One of her most notable recent works is “Asian Futures, Without Asians”, a multimedia research project and performance lecture series that critiques the appropriation and misrepresentation of Asian cultures in American science fiction cinema over the last 50 years. This work examines the paradox of Asian-inspired aesthetics being utilized in futuristic narratives devoid of Asian people, highlighting films such as Blade Runner, Star Trek, and the Star Wars franchise. The project has been critically acclaimed and presented at venues including the Museum of Modern Art, the Wattis Institute for Contemporary Arts, and the ICA LA.

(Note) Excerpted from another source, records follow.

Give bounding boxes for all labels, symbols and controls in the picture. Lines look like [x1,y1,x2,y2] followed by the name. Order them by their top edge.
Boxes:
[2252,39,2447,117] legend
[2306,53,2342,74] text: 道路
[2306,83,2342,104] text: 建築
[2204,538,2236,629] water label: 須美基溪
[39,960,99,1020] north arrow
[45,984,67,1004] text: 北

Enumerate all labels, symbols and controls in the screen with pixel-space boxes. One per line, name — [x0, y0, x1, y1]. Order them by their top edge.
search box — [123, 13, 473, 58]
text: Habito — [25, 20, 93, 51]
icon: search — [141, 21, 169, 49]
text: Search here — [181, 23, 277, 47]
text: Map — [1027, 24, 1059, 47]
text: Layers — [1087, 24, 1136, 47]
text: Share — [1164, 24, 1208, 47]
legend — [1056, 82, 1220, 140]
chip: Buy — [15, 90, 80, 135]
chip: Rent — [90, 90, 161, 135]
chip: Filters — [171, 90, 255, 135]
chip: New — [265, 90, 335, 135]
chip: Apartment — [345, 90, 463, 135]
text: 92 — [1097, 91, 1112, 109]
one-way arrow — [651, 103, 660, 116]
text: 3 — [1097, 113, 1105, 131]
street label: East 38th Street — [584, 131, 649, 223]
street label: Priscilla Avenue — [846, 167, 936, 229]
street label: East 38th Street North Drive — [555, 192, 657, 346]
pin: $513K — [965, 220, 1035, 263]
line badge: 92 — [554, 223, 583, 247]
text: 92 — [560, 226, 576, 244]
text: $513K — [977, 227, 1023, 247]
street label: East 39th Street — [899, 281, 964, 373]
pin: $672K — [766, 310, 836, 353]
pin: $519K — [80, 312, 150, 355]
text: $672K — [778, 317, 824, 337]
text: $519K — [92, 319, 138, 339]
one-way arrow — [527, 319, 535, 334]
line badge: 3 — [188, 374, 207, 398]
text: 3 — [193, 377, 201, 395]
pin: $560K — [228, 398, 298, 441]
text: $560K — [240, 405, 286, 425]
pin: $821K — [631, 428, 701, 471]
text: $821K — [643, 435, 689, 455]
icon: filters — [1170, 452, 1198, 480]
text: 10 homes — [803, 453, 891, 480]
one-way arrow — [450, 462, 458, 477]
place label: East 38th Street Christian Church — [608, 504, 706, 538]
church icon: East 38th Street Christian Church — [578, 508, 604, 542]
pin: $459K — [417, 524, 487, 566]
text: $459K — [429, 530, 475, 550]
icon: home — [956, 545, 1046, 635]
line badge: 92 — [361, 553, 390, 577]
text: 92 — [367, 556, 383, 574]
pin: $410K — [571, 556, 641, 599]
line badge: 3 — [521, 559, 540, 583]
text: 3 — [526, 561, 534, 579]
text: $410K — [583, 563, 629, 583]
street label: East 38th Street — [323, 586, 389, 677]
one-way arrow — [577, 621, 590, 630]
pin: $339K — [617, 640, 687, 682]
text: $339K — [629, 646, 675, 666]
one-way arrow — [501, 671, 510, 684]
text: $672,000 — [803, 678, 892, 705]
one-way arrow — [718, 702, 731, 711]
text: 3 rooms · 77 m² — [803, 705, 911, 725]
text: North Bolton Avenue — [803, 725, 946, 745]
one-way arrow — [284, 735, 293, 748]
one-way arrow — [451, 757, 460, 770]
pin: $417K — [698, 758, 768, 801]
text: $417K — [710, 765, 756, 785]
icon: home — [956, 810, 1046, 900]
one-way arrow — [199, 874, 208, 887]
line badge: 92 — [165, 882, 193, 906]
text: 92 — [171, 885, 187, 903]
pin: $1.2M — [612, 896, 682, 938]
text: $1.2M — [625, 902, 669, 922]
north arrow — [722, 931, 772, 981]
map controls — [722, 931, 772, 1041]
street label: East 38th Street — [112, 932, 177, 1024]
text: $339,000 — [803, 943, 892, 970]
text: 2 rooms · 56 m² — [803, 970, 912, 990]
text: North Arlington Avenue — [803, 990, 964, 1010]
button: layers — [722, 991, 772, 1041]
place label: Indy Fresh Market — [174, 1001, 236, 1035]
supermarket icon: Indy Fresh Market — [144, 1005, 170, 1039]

Suparak has also explored themes like sports fandom as cultural production in “Whatever It Takes: Steelers Fan Collections, Rituals, and Obsessions”, and feminist punk movements in “Alien She,”[2] a traveling exhibition co-curated with Ceci Moss, which examined the impact of the Riot Grrrl movement. Her work has been featured in publications like Artforum, The New York Times, and The Los Angeles Times, and she was awarded the 2022 San Francisco Bay Area Artadia Award.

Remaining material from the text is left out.